“Right from the start, the plan for the new C4 envisaged a car to outperform its class, an exceptional model in every way. For the styling, we focused on official brand values like quality, comfort and character”. That’s how Citroën’s Director of Design, Jean Pierre Ploué starts his report to Auto & Design.
When they were offered the chance to design a replacement for the honest but dull Xara with something truly original, the Citroën team immediately sought a look to match the package for the new model. Initially, the plan was to create a single silhouette for both the three and the five-door versions.

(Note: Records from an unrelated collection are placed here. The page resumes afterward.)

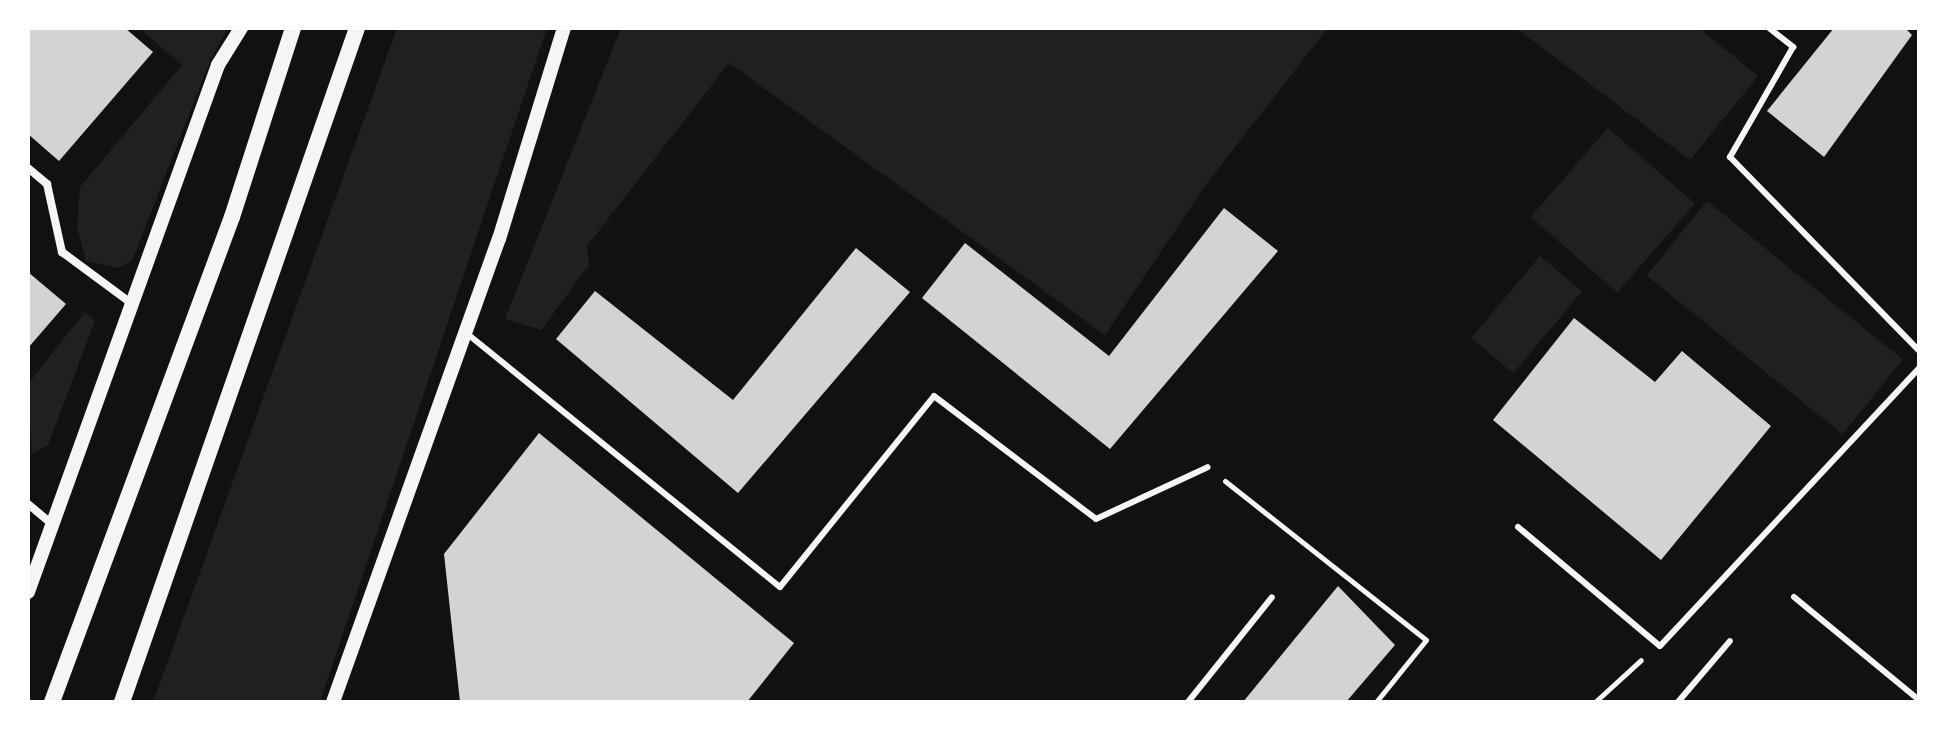 <!DOCTYPE html>
<html>
<head>
<meta charset="utf-8">
<style>
  body { margin:0 }
  #map { position:relative; width:1947px; height:730px; overflow:hidden; background:#111; font-family:"Work Sans",sans-serif }
  div>[style] { position:absolute }
  [style*='--x'] { left:calc(var(--x)*1px); top:calc(var(--y)*1px); width:calc(var(--w)*1px); rotate:calc(var(--a)*1deg) }
  .green>* { inset:0; background:#202020; transform-origin:0 0 }
  .building>* { inset:0; background:#d3d3d3 }
  .path>* { height:5px; margin:-2.5px; padding:0 2.5px; transform-origin:2.5px; border-radius:2.5px; background:#f5f5f5 }
  .service>* { height:6px; margin:-3px; padding:0 3px; transform-origin:3px; border-radius:3px; background:#f5f5f5 }
  .minor>* { height:8px; margin:-4px; padding:0 4px; transform-origin:4px; border-radius:4px; background:#f5f5f5 }
  .tertiary>* { height:14px; margin:-7px; padding:0 7px; transform-origin:7px; border-radius:7px; background:#f5f5f5 }
  .secondary>* { height:16px; margin:-8px; padding:0 8px; transform-origin:8px; border-radius:8px; background:#f5f5f5 }
  span { translate:-50% -50%; white-space:nowrap; text-align:center; line-height:1.15; -webkit-text-stroke:6px #fff; paint-order:stroke }
  .frame { position:absolute; inset:0; border:30px solid #fff; pointer-events:none }
</style>
</head>
<body>
<div id="map">
  <div class="green">
    <div style="clip-path:polygon(139px 28px,228px 28px,210px 61px,132px 261px,118px 268px,86px 261px,77px 228px,80px 187px,182px 65px)"></div>
    <div style="clip-path:polygon(397px 28px,547px 28px,320px 702px,153px 702px)"></div>
    <div style="clip-path:polygon(621px 28px,1328px 28px,1207px 183px,1105px 335px,729px 63px,587px 246px,589px 265px,541px 330px,505px 319px)"></div>
    <div style="clip-path:polygon(1516px 28px,1699px 28px,1758px 76px,1690px 160px)"></div>
    <div style="left:1608px;top:128px;width:115px;height:118px;rotate:41deg"></div>
    <div style="left:1707px;top:201px;width:252px;height:96px;rotate:39deg"></div>
    <div style="left:1540px;top:256px;width:55px;height:107px;rotate:40deg"></div>
    <div style="clip-path:polygon(85px 312px,95px 321px,48px 445px,32px 454px,28px 384px)"></div>
  </div>
  <div class="building">
    <div style="clip-path:polygon(28px 28px,125px 28px,153px 52px,59px 161px,28px 134px)"></div>
    <div style="clip-path:polygon(1834px 28px,1905px 28px,1912px 35px,1824px 157px,1767px 111px)"></div>
    <div style="clip-path:polygon(1224px 208px,1278px 251px,1110px 449px,922px 298px,965px 243px,1109px 356px)"></div>
    <div style="clip-path:polygon(856px 248px,910px 292px,738px 493px,556px 339px,595px 291px,733px 400px)"></div>
    <div style="clip-path:polygon(28px 272px,66px 304px,28px 348px)"></div>
    <div style="clip-path:polygon(1574px 318px,1655px 382px,1682px 351px,1771px 426px,1661px 560px,1493px 420px)"></div>
    <div style="clip-path:polygon(539px 433px,794px 643px,747px 702px,460px 702px,444px 554px)"></div>
    <div style="clip-path:polygon(1338px 586px,1395px 645px,1346px 702px,1243px 702px)"></div>
  </div>
  <div class="path">
    <div style="--x:1225;--y:481;--w:256;--a:38.3"></div>
    <div style="--x:1426;--y:640;--w:80;--a:128.9"></div>
    <div style="--x:1595;--y:702;--w:62;--a:-42.4"></div>
  </div>
  <div class="service">
    <div style="--x:1769;--y:28;--w:31;--a:38"></div>
    <div style="--x:1793;--y:47;--w:127;--a:119.8"></div>
    <div style="--x:1730;--y:157;--w:271;--a:45.7"></div>
    <div style="--x:465;--y:332;--w:405;--a:39"></div>
    <div style="--x:780;--y:587;--w:245;--a:-51.1"></div>
    <div style="--x:934;--y:396;--w:203;--a:37.2"></div>
    <div style="--x:1096;--y:519;--w:123;--a:-24.9"></div>
    <div style="--x:1518;--y:527;--w:185;--a:40"></div>
    <div style="--x:1660;--y:646;--w:380;--a:-47"></div>
    <div style="--x:1794;--y:597;--w:162;--a:39.5"></div>
    <div style="--x:1188;--y:702;--w:134;--a:-51.3"></div>
    <div style="--x:1678;--y:702;--w:80;--a:-49.6"></div>
  </div>
  <div class="minor">
    <div style="--x:28;--y:168;--w:25;--a:40"></div>
    <div style="--x:47;--y:184;--w:70;--a:77.6"></div>
    <div style="--x:62;--y:252;--w:86;--a:36.5"></div>
    <div style="--x:28;--y:504;--w:30;--a:40"></div>
  </div>
  <div class="tertiary">
    <div style="--x:28;--y:592;--w:560;--a:-70.17"></div>
    <div style="--x:218;--y:65;--w:44;--a:-58.1"></div>
    <div style="--x:333;--y:702;--w:492;--a:-70.3"></div>
    <div style="--x:499;--y:239;--w:221;--a:-72.9"></div>
  </div>
  <div class="secondary">
    <div style="--x:52;--y:702;--w:517;--a:-69.64"></div>
    <div style="--x:232;--y:217;--w:199;--a:-72.1"></div>
    <div style="--x:122;--y:702;--w:714;--a:-70.78"></div>
  </div>
  <div class="frame"></div>
</div>
</body>
</html>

However, as Ploué explains, “the first design was so distinctive that we realised it wouldn’t suit the saloon. So we took a fortnight out to invent a new look for the 5-door, which involved redesigning the tail”.

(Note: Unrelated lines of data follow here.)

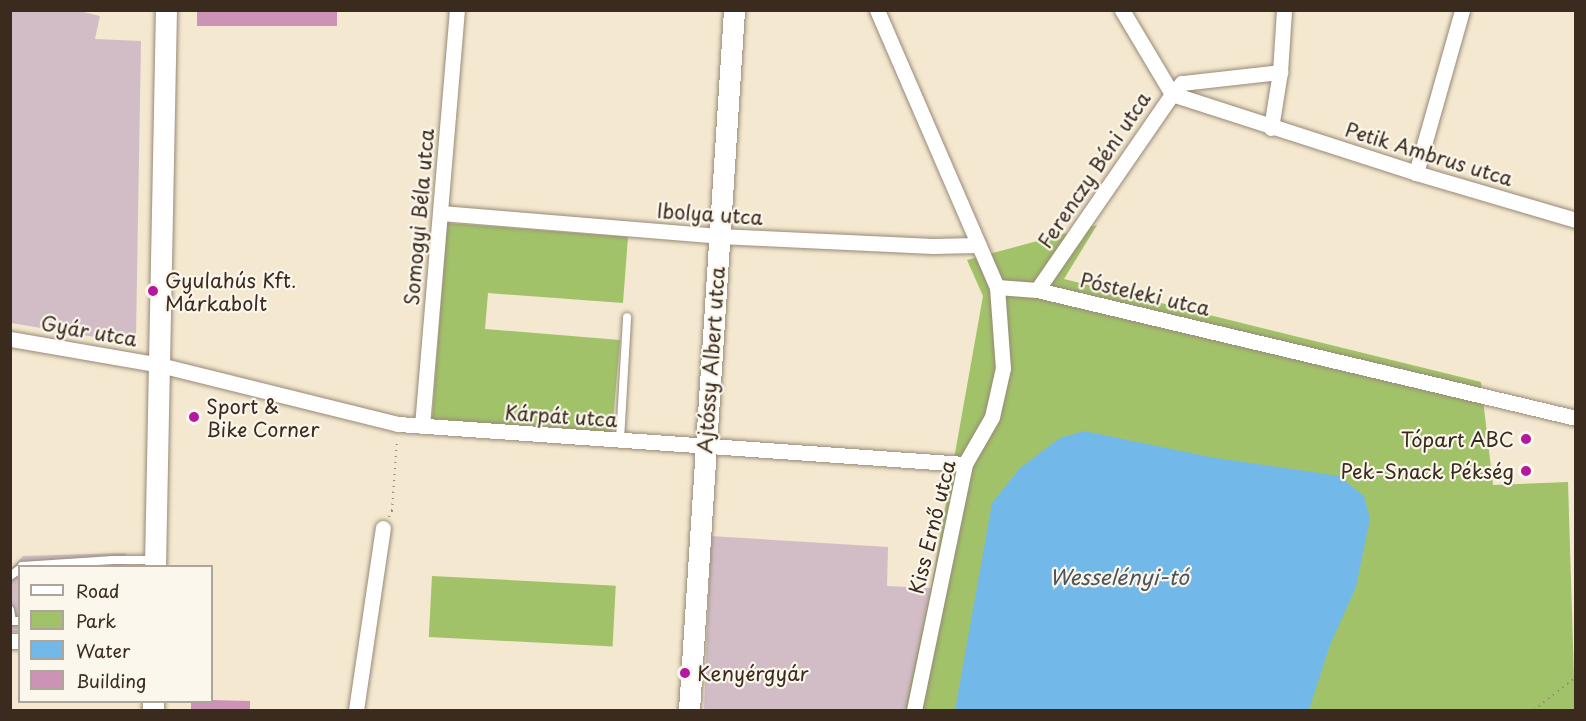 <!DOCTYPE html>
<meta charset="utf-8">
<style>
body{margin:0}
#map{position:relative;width:1586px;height:721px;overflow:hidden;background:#f4e8d0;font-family:"Playpen Sans",sans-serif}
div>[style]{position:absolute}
.industrial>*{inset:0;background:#d2bdc7}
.green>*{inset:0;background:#a2c26a;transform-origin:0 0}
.water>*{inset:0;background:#72b9e9}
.building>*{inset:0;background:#cd93b6;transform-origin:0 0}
.path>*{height:2px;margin-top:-1px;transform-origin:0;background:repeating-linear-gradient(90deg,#988977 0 1.5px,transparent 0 6px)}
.roads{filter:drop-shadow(0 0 2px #988977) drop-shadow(0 0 2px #988977)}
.lane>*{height:8px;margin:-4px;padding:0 4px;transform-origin:4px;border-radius:4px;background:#fff}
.street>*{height:15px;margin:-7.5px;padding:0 7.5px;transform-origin:7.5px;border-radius:7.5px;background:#fff}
.secondary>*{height:21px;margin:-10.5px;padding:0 10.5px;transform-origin:10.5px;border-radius:10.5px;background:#fff}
.dots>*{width:16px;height:16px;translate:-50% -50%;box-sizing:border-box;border:3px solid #fbf7ec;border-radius:50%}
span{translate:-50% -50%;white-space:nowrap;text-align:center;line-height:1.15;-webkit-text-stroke:4.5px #fbf7ec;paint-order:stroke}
.street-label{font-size:20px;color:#3b2a1e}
.poi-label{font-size:20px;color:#3b2a1e}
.left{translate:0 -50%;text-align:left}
.right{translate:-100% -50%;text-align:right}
.water-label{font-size:21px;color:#4c555b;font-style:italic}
.frame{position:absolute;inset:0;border:12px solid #3b2a1e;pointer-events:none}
.legend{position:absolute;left:18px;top:565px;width:195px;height:138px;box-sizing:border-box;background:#fbf7ec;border:2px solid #aea59a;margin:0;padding:8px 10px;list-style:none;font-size:18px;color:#3b2a1e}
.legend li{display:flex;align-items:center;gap:12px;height:30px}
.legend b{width:30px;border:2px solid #aea59a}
</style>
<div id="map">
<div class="industrial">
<i style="clip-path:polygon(10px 11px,79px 11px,100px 16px,95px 39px,141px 41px,136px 336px,107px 339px,11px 323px)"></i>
<i style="clip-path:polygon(711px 536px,888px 547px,887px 586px,931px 588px,905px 710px,704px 710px)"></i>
<i style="clip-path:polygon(126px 553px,125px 566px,20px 566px,19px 632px,11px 632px,11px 569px,23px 556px)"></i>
</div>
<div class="green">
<i style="clip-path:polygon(447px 223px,628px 237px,623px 303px,488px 293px,485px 329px,620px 340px,612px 433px,432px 419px)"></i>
<i style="clip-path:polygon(1097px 225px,1064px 279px,1481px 382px,1493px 485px,1568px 482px,1575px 710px,905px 710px,931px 588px,983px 296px,967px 260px)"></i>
<i style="left:432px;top:576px;width:184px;height:61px;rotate:3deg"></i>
</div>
<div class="water">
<i style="clip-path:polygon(1084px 431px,1210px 457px,1339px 476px,1364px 496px,1370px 519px,1356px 587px,1330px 645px,1309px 710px,955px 710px,992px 503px,1020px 468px,1060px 438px)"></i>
</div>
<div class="building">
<i style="left:197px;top:10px;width:140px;height:16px"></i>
<i style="clip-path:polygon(212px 700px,250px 701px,250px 710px,191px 710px,191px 702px)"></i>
</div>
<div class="path">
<i style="left:1576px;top:451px;width:41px;rotate:90deg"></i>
<i style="left:389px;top:517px;width:7px;rotate:-63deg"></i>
<i style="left:392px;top:511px;width:72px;rotate:-86deg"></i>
<i style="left:1534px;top:710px;width:53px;rotate:-38.2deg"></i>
</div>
<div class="roads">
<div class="lane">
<i style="left:620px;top:440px;width:123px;rotate:-86.7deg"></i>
<i style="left:22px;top:566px;width:91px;rotate:-3.8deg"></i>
<i style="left:113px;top:560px;width:41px"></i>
<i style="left:10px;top:576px;width:12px;rotate:-35deg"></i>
<i style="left:10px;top:610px;width:11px;rotate:80deg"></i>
<i style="left:12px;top:621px;width:8px"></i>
</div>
<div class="street">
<i style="left:877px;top:10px;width:302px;rotate:66.6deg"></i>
<i style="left:997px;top:287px;width:81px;rotate:85.8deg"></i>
<i style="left:1003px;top:368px;width:50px;rotate:102.7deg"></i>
<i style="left:992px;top:417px;width:54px;rotate:119.9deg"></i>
<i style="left:965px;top:464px;width:251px;rotate:101.7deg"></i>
<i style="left:1122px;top:10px;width:98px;rotate:59.2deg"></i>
<i style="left:1172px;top:94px;width:256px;rotate:17.9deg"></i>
<i style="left:1416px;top:173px;width:167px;rotate:16.4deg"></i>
<i style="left:1271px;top:128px;width:57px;rotate:-80.9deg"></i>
<i style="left:1280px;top:72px;width:62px;rotate:-86.3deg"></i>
<i style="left:1416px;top:173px;width:169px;rotate:-74.2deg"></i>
<i style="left:441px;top:213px;width:279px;rotate:4.7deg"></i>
<i style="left:719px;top:236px;width:214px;rotate:2.7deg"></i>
<i style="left:933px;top:246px;width:44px;rotate:-1.3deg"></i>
<i style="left:997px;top:287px;width:40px;rotate:4.3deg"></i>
<i style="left:1037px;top:290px;width:554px;rotate:13.36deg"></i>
<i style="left:1037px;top:290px;width:238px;rotate:-55.4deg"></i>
<i style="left:1172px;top:94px;width:15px;rotate:-48deg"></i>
<i style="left:1182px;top:83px;width:99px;rotate:-6.4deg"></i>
<i style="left:10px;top:339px;width:152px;rotate:9.8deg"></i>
<i style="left:160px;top:365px;width:245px;rotate:13.9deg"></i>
<i style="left:398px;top:424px;width:568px;rotate:4.04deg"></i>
<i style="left:422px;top:426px;width:417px;rotate:-85.2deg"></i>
<i style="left:10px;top:641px;width:10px"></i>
<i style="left:356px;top:710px;width:184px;rotate:-81.6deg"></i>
</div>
<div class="secondary">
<i style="left:155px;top:566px;width:556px;rotate:-88.87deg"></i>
<i style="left:153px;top:710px;width:8px;rotate:-90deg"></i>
<i style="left:689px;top:710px;width:701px;rotate:-86.32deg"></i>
</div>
</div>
<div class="dots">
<i style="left:153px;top:291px;background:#b5179e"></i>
<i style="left:194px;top:417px;background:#b5179e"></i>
<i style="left:1526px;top:439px;background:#b5179e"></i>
<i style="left:1526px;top:471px;background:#b5179e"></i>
<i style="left:685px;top:673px;background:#b5179e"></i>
</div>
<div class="street-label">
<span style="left:1429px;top:154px;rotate:17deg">Petik Ambrus utca</span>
<span style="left:1094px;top:170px;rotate:-56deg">Ferenczy Béni utca</span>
<span style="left:710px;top:214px;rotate:4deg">Ibolya utca</span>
<span style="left:419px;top:217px;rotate:-85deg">Somogyi Béla utca</span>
<span style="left:1145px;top:294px;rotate:13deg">Pósteleki utca</span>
<span style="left:89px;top:331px;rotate:10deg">Gyár utca</span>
<span style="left:711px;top:360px;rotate:-86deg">Ajtóssy Albert utca</span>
<span style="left:561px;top:416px;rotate:4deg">Kárpát utca</span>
<span style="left:932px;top:527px;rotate:-76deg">Kiss Ernő utca</span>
</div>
<div class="poi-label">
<span class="left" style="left:165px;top:292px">Gyulahús Kft.<br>Márkabolt</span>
<span class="left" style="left:206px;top:418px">Sport &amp;<br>Bike Corner</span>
<span class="right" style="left:1514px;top:439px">Tópart ABC</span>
<span class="right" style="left:1514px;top:471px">Pek-Snack Pékség</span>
<span class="left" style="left:697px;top:673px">Kenyérgyár</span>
</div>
<div class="water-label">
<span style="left:1119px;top:576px">Wesselényi-tó</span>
</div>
<div class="frame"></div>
<ul class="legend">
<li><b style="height:8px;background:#fff"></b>Road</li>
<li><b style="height:16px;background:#a2c26a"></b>Park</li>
<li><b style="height:16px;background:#72b9e9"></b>Water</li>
<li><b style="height:16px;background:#cd93b6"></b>Building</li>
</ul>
</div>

From then on, design work proceeded at a pace Ploué unhesitatingly describes as “extraordinary”. Obviously, it cost a lot more to develop two completely different body designs. However, the engineers and designers showed the management that the two roofs were actually very similar and that there was a way to arrange the same body panels into two very different looks.
Most of the differences can be seen on the tail, whereas the distinctive design of the nose with its double row of parallel chrome bars that rise at the centre of the radiator grille to form Citroën’s classic double chevron, is shared by both versions.
Jean-Pierre Ploué and his designers are visibly delighted with their creation and with the way the Citroën management allowed them to achieve it. “With the C4 we have a tautly roofed three-door with a distinctive look and something of the Airdream prototype and the C2 about it. The five-door is more “convivial” along C3, Pluriel or Picasso lines”.